*Saved data entries*
[Start of section]

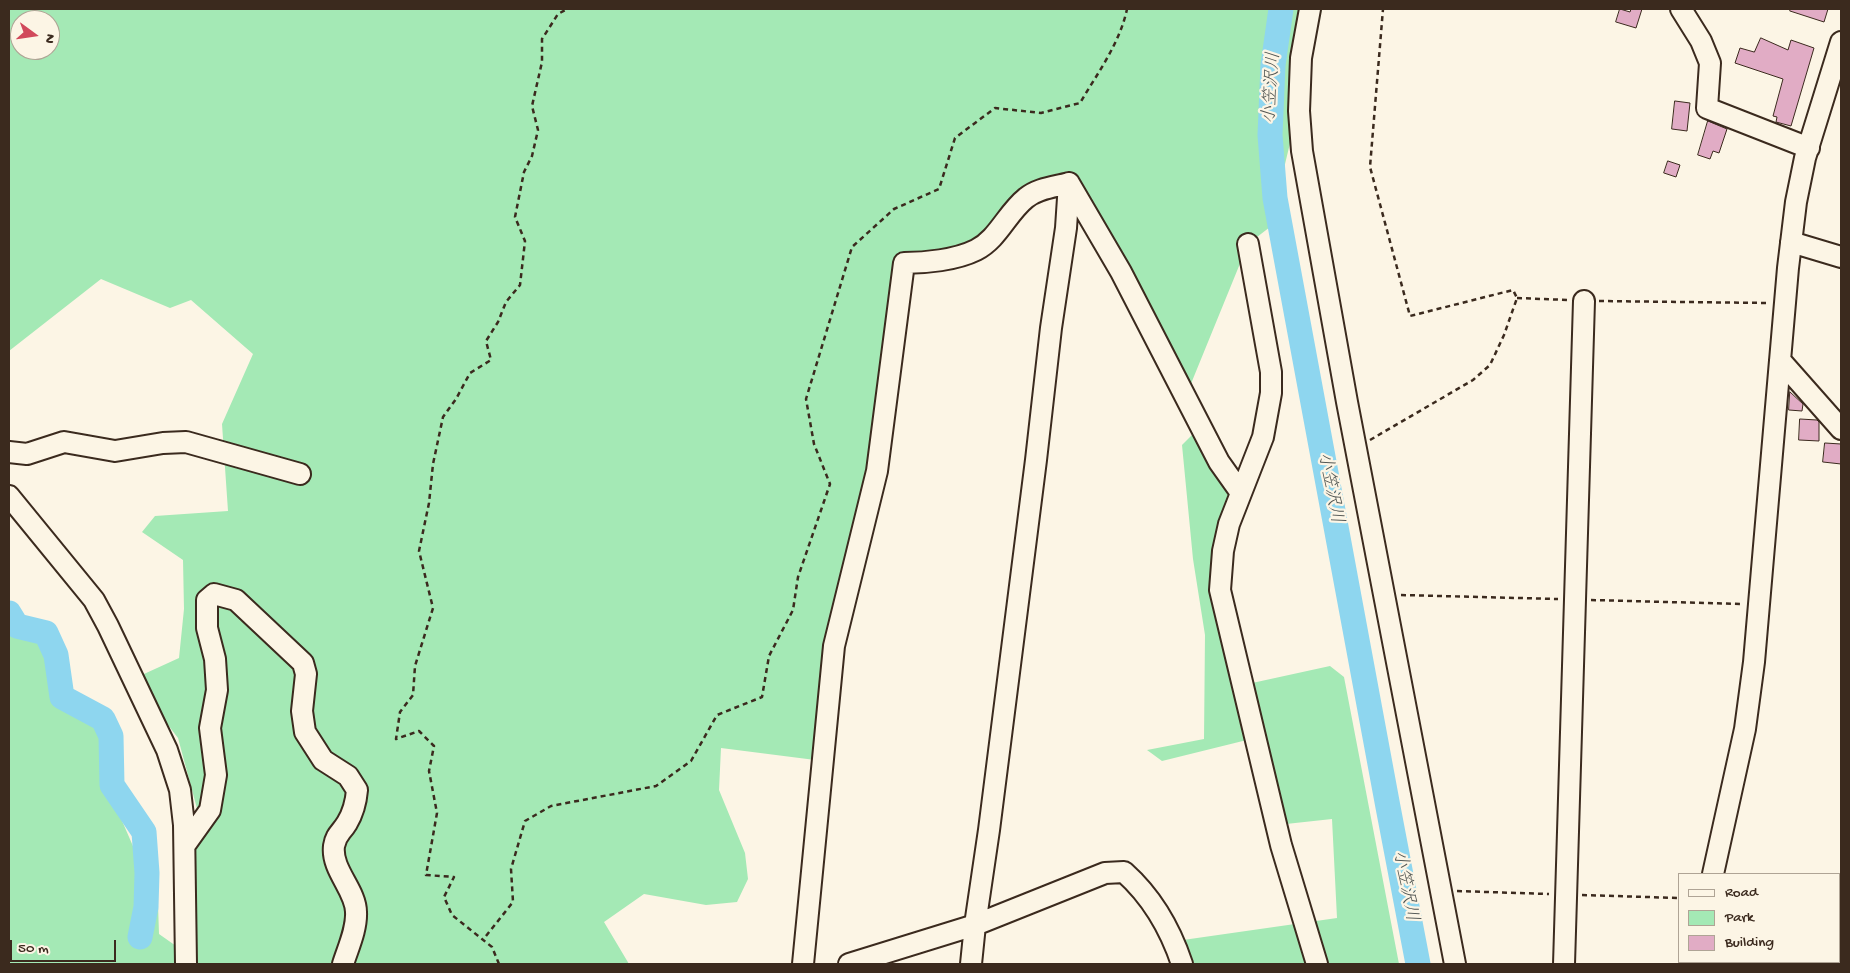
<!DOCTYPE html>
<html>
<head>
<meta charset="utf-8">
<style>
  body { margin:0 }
  #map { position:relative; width:1850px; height:973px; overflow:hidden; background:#fcf5e5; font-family:"Gochi Hand",sans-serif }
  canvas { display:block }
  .frame { position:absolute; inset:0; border:10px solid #3b2a1e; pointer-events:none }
  .legend { position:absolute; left:1678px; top:873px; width:162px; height:90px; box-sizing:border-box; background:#fcf5e5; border:1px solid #afa495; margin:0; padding:6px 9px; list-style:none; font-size:15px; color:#3b2a1e }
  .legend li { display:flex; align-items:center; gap:10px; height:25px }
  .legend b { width:25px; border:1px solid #afa495 }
  .north { position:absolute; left:10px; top:10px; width:50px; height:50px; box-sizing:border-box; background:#fcf5e5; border:1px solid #afa495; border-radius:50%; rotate:104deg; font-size:14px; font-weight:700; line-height:20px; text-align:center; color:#3b2a1e }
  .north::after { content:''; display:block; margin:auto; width:18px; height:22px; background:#d1495b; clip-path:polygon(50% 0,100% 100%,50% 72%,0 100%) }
  .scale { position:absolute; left:10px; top:940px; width:106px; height:22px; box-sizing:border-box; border:2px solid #3b2a1e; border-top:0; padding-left:6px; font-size:15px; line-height:18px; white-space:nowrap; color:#3b2a1e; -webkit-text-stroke:4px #fcf5e5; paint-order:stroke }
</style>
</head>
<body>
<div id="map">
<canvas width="1850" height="973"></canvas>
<div class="frame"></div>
<ul class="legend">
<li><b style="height:6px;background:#fcf5e5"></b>Road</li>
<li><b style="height:14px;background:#a4e9b5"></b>Park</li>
<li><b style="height:14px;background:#e1acc5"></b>Building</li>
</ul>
<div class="north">N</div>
<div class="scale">50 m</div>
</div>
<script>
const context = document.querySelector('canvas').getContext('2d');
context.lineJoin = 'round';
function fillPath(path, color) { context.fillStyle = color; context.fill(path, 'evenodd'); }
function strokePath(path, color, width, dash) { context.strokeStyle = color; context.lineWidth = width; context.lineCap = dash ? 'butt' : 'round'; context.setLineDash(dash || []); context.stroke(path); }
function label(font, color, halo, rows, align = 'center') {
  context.font = font + ' "Gochi Hand","Klee One",sans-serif'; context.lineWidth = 4.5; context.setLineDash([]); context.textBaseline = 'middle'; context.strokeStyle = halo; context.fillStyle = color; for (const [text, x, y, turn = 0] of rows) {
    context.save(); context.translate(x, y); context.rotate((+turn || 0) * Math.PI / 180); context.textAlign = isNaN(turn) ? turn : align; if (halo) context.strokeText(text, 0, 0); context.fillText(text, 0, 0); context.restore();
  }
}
const green = new Path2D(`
  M9 9H1322L1270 227 1248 244 1188 391 1069 183 1028 197 975 250 904 263 823 761 721 748 719 790 745 853 748 879 737 902 706 905 644 894 604 922 629 964H194L185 850 199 816 178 738 133 679 179 658 184 609 183 560 142 532 155 516 228 511 222 424 253 354 191 300 170 308 101 279 9 351ZM20 20H50V50H20ZM212 648 216 774 202 807Z
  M1201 426 1238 489 1214 555 1243 685 1330 666 1344 677 1399 964H1190L1183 940 1337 918 1332 819 1286 824 1255 738 1162 761 1147 750 1204 739 1205 635 1193 559 1182 445Z
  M9 610 46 633 62 697 113 720 110 793 158 904 159 934 186 953V964H9Z`);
const river = new Path2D(`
  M1281 9 1273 65 1270 135 1275 198 1388 807 1418 964
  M9 613 17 626 46 633 56 655 62 697 103 719 111 736 112 785 144 832 147 873 146 907 140 937`);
const building = new Path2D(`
  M1620 9 1630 12 1631 9H1642L1636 28 1616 22Z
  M1791 9H1828L1824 22 1790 11Z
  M1761 38 1788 50 1791 40 1814 48 1791 126 1776 122 1777 117 1773 116 1783 79 1735 63 1740 48 1754 52Z
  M1675 101 1690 103 1687 131 1672 129Z
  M1708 121 1727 129 1719 153 1713 151 1710 159 1698 155Z
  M1668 161 1680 165 1676 177 1664 173Z
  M1790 392 1803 404 1802 411 1789 410Z
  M1800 419 1817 420 1819 422V441L1799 440Z
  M1825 443 1841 444V464L1823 462Z`);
const path = new Path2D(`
  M1517 298 1569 300
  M1599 301 1769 303
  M1370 440 1473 380 1490 365 1504 335 1517 298 1513 290 1410 316 1370 167 1383 9
  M1401 595 1558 599
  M1591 600 1743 604
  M1457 891 1549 894
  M1582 895 1679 898
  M486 936 513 902 511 869 525 821 551 806 656 786 691 761 717 715 762 697 769 656 793 610 798 577 830 484 814 444 806 399 852 247 894 209 939 189 955 138 995 108 1041 113 1080 103C1097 74 1120 43 1127 9
  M499 964 492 947 452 915 444 897 454 877 426 875 437 813 429 771 434 746 419 731 396 739 400 712 413 695 415 666 433 608 419 551 429 503 433 464 443 417 456 399 470 373 491 360 486 341 498 322 506 302 520 285 525 241 515 217 524 172 532 156 538 130 532 106 542 62V39L558 14 567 9`);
const minor = new Path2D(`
  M1310 9 1301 58 1299 111 1302 151 1347 402 1455 964
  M1681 9 1701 41 1710 63 1707 108 1809 148
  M1069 183 1121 272 1219 462 1241 493
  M1791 242 1841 257
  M1248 244 1271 372V393L1263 437 1229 524 1223 551 1220 590 1281 845 1317 964
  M1780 360 1841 429
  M9 452 27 454 64 442 115 451 163 443 186 442 300 474
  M9 496 94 600 108 626 167 750 180 790 184 825 186 964
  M185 845 210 810 216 775 210 728 217 690 215 659 207 628V600L214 594 236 600 303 663 306 674 302 711 305 732 323 760 348 776 357 790C356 802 353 813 347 823 341 833 336 834 334 846 331 870 356 890 356 912 357 929 348 948 343 964
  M1713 874 1745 729 1754 662 1788 268 1796 202 1805 158 1841 42
  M803 964 834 646 877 471 904 263C925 263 956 260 976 250 998 239 1007 213 1026 198 1038 188 1055 187 1069 183
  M849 964 975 925 1105 873 1124 872C1152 897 1170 928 1182 964
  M971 964 975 925 989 830 1036 460 1051 328 1066 228 1069 183
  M1564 964 1584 301
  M1700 964V962`);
const waterNames = [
  ["小笠沢川",1273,88,-86],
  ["小笠沢川",1329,488,79],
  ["小笠沢川",1404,886,79]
];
fillPath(green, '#a4e9b5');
strokePath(river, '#8ed6ef', 25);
fillPath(building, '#e1acc5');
strokePath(building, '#3b2a1e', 1);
strokePath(minor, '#3b2a1e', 24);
strokePath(path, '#3b2a1e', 2.5, [5, 4]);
strokePath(minor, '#fcf5e5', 20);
label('italic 18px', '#505552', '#fcf5e5', waterNames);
</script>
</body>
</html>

[End of section]

Give again, word for word, the lines above from the first one through the one containing "position:absolute; left:10px; top:10px;"; no pictures.

*EXERCISE ANSWER*
<!DOCTYPE html>
<html>
<head>
<meta charset="utf-8">
<style>
  body { margin:0 }
  #map { position:relative; width:1850px; height:973px; overflow:hidden; background:#fcf5e5; font-family:"Gochi Hand",sans-serif }
  canvas { display:block }
  .frame { position:absolute; inset:0; border:10px solid #3b2a1e; pointer-events:none }
  .legend { position:absolute; left:1678px; top:873px; width:162px; height:90px; box-sizing:border-box; background:#fcf5e5; border:1px solid #afa495; margin:0; padding:6px 9px; list-style:none; font-size:15px; color:#3b2a1e }
  .legend li { display:flex; align-items:center; gap:10px; height:25px }
  .legend b { width:25px; border:1px solid #afa495 }
  .north { position:absolute; left:10px; top:10px; width:50px; height:50px; box-sizing:border-box; background:#fcf5e5; border:1px solid #afa495; border-radius:50%; rotate:104deg; font-size:14px; font-weight:700; line-height:20px; text-align:center; color:#3b2a1e }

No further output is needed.